● THE TASK
In the entries below, find the line with "position:relative; width:1855px; height:1109px;" and the line with "width:16px; height:16px; translate:-50%". Reproduce those two lines and every line between them exactly, and nothing more.
Start of DATASET ENTRIES
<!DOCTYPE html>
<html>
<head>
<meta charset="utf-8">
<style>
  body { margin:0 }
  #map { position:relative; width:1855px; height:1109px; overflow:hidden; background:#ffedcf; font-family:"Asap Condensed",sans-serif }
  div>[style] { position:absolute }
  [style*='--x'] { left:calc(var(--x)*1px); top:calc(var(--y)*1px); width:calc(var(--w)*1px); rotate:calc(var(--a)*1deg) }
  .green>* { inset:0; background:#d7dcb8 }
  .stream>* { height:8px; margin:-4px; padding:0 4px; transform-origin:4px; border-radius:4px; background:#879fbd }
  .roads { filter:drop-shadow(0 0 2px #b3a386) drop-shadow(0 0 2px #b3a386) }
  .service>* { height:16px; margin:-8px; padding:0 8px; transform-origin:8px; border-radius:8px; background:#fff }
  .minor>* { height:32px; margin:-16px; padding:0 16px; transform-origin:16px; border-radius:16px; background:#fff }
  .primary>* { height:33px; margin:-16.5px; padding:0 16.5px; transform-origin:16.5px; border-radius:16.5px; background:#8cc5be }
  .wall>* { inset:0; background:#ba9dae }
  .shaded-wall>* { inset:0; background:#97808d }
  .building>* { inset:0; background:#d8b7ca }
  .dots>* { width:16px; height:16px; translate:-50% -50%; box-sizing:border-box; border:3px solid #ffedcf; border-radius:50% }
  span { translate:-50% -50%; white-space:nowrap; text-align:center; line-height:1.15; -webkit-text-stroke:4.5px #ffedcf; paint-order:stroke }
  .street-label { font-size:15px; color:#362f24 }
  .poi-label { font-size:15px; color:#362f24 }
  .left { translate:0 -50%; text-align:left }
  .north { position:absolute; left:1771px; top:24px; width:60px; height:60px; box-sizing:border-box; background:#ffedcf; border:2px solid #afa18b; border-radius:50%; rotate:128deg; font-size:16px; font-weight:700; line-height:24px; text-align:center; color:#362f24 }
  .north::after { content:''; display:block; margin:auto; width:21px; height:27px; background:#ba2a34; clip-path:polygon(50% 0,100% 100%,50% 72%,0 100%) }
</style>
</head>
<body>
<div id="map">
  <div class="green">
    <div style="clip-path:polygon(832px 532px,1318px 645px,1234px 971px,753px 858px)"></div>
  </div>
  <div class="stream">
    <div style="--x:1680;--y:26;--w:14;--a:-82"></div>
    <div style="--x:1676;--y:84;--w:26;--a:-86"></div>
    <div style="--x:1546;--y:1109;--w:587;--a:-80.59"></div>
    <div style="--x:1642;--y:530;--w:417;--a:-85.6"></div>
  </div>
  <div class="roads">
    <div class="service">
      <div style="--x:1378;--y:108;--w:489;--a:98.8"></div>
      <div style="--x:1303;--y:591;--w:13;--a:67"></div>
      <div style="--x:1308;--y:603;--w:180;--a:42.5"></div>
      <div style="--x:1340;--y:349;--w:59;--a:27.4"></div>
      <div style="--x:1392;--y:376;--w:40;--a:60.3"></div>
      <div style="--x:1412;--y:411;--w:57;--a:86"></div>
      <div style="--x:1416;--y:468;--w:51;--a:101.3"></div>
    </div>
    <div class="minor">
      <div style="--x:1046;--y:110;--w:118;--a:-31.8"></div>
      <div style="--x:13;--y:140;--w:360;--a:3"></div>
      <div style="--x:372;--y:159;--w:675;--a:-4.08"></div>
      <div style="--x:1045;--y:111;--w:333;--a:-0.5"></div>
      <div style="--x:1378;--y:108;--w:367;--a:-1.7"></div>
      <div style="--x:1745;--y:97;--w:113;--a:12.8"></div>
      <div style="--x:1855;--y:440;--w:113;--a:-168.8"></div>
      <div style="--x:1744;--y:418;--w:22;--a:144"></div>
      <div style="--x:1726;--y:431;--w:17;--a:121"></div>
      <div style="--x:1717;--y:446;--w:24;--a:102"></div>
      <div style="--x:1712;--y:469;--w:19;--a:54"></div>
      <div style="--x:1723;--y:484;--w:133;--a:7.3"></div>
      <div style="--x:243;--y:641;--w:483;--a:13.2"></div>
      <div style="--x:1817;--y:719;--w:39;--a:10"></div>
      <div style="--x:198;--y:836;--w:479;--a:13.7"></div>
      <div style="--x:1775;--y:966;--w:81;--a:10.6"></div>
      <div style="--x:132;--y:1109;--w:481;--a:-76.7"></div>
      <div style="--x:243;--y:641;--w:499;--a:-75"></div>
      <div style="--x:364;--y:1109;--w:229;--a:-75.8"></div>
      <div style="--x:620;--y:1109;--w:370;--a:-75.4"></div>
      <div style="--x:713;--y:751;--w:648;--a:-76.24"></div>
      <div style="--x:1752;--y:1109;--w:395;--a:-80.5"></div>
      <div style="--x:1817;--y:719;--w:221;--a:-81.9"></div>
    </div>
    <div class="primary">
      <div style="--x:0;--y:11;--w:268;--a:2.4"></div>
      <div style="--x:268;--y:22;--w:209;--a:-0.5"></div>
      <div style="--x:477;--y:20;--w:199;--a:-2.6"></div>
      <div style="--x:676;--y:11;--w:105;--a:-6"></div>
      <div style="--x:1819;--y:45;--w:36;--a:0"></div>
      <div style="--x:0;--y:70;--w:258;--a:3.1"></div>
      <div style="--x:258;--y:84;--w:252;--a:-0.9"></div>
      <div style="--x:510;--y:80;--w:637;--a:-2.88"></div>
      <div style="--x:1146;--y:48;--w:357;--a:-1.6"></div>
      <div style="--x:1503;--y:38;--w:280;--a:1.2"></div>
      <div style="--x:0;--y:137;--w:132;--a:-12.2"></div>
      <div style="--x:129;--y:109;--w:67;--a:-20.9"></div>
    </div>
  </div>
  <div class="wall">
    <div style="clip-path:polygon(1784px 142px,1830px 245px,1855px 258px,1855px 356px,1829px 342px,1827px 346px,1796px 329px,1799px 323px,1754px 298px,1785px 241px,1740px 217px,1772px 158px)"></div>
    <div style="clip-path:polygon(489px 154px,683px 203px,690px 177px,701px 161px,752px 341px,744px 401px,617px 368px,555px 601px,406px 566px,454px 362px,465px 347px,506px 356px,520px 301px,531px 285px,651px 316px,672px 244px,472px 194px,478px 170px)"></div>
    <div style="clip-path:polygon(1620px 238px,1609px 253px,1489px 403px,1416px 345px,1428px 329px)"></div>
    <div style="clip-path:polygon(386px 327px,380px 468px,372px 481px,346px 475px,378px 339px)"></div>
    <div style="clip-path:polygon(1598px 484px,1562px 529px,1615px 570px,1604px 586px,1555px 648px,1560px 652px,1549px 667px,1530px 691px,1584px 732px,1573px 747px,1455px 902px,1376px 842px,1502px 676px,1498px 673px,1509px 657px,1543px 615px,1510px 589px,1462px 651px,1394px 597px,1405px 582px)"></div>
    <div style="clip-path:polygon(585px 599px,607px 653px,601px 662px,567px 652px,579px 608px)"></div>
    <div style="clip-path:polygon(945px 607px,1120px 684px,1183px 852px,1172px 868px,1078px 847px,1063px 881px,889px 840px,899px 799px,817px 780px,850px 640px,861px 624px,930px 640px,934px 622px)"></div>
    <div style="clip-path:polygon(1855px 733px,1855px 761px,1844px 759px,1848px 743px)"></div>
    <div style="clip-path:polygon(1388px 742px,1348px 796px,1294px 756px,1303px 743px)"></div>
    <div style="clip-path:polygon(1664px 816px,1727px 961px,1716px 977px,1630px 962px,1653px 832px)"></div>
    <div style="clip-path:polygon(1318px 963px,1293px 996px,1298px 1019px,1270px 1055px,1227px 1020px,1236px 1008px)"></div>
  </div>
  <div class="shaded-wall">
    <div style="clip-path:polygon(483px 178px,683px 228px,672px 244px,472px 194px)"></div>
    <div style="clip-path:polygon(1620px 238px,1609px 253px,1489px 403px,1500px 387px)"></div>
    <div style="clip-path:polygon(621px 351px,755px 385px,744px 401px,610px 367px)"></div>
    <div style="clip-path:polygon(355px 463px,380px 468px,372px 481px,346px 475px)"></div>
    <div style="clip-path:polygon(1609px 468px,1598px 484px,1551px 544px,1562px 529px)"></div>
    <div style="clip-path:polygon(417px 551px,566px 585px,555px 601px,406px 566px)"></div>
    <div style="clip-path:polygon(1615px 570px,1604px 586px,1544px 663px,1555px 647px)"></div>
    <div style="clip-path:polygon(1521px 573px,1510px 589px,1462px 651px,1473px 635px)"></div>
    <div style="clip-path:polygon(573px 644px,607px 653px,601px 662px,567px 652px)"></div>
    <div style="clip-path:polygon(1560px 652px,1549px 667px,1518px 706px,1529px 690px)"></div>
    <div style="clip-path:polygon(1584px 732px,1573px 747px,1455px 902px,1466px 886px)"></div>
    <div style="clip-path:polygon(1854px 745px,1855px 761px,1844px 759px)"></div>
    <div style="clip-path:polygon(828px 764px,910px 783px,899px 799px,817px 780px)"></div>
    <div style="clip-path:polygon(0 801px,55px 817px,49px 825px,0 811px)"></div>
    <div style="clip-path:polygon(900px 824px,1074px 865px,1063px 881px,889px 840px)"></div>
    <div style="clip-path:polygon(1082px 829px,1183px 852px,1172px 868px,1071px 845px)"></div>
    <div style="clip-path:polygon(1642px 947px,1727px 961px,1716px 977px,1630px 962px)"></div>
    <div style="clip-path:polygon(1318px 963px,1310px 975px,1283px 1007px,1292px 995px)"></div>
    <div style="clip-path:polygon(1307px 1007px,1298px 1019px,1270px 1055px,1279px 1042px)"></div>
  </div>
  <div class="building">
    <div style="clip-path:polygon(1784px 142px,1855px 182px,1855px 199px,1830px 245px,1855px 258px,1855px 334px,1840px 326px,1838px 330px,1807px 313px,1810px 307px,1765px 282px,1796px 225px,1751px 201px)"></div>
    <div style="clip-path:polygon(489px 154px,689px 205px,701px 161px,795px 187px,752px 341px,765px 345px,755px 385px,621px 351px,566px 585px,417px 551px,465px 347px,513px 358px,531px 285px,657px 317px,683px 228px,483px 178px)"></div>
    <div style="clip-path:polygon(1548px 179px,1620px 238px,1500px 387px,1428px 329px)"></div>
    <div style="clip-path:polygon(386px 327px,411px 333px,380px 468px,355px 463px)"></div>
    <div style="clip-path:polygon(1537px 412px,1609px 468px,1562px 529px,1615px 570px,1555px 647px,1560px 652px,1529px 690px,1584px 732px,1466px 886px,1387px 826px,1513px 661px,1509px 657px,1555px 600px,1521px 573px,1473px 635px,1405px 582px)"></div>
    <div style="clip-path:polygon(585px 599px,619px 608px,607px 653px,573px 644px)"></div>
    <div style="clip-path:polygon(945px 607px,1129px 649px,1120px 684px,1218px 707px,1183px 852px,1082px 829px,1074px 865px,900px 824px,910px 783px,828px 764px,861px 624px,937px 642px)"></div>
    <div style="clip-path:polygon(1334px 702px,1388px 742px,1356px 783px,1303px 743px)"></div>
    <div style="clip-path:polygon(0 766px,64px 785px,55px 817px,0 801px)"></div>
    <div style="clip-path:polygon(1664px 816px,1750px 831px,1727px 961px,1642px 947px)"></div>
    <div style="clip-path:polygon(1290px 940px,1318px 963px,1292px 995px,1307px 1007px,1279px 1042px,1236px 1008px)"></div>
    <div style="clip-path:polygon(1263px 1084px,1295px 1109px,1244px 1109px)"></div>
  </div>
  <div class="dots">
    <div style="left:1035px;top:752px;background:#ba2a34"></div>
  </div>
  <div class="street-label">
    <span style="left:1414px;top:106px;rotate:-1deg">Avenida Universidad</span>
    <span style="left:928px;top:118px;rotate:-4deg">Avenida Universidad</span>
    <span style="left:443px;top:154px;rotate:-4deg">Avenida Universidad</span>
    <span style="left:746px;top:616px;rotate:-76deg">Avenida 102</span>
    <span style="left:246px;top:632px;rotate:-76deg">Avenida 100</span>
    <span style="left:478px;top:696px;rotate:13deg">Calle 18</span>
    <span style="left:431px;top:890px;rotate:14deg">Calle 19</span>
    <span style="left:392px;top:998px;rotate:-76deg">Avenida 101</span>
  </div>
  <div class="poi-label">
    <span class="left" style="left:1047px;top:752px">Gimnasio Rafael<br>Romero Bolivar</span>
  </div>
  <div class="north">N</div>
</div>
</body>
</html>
End of DATASET ENTRIES
● WRITTEN RESPONSE
  #map { position:relative; width:1855px; height:1109px; overflow:hidden; background:#ffedcf; font-family:"Asap Condensed",sans-serif }
  div>[style] { position:absolute }
  [style*='--x'] { left:calc(var(--x)*1px); top:calc(var(--y)*1px); width:calc(var(--w)*1px); rotate:calc(var(--a)*1deg) }
  .green>* { inset:0; background:#d7dcb8 }
  .stream>* { height:8px; margin:-4px; padding:0 4px; transform-origin:4px; border-radius:4px; background:#879fbd }
  .roads { filter:drop-shadow(0 0 2px #b3a386) drop-shadow(0 0 2px #b3a386) }
  .service>* { height:16px; margin:-8px; padding:0 8px; transform-origin:8px; border-radius:8px; background:#fff }
  .minor>* { height:32px; margin:-16px; padding:0 16px; transform-origin:16px; border-radius:16px; background:#fff }
  .primary>* { height:33px; margin:-16.5px; padding:0 16.5px; transform-origin:16.5px; border-radius:16.5px; background:#8cc5be }
  .wall>* { inset:0; background:#ba9dae }
  .shaded-wall>* { inset:0; background:#97808d }
  .building>* { inset:0; background:#d8b7ca }
  .dots>* { width:16px; height:16px; translate:-50% -50%; box-sizing:border-box; border:3px solid #ffedcf; border-radius:50% }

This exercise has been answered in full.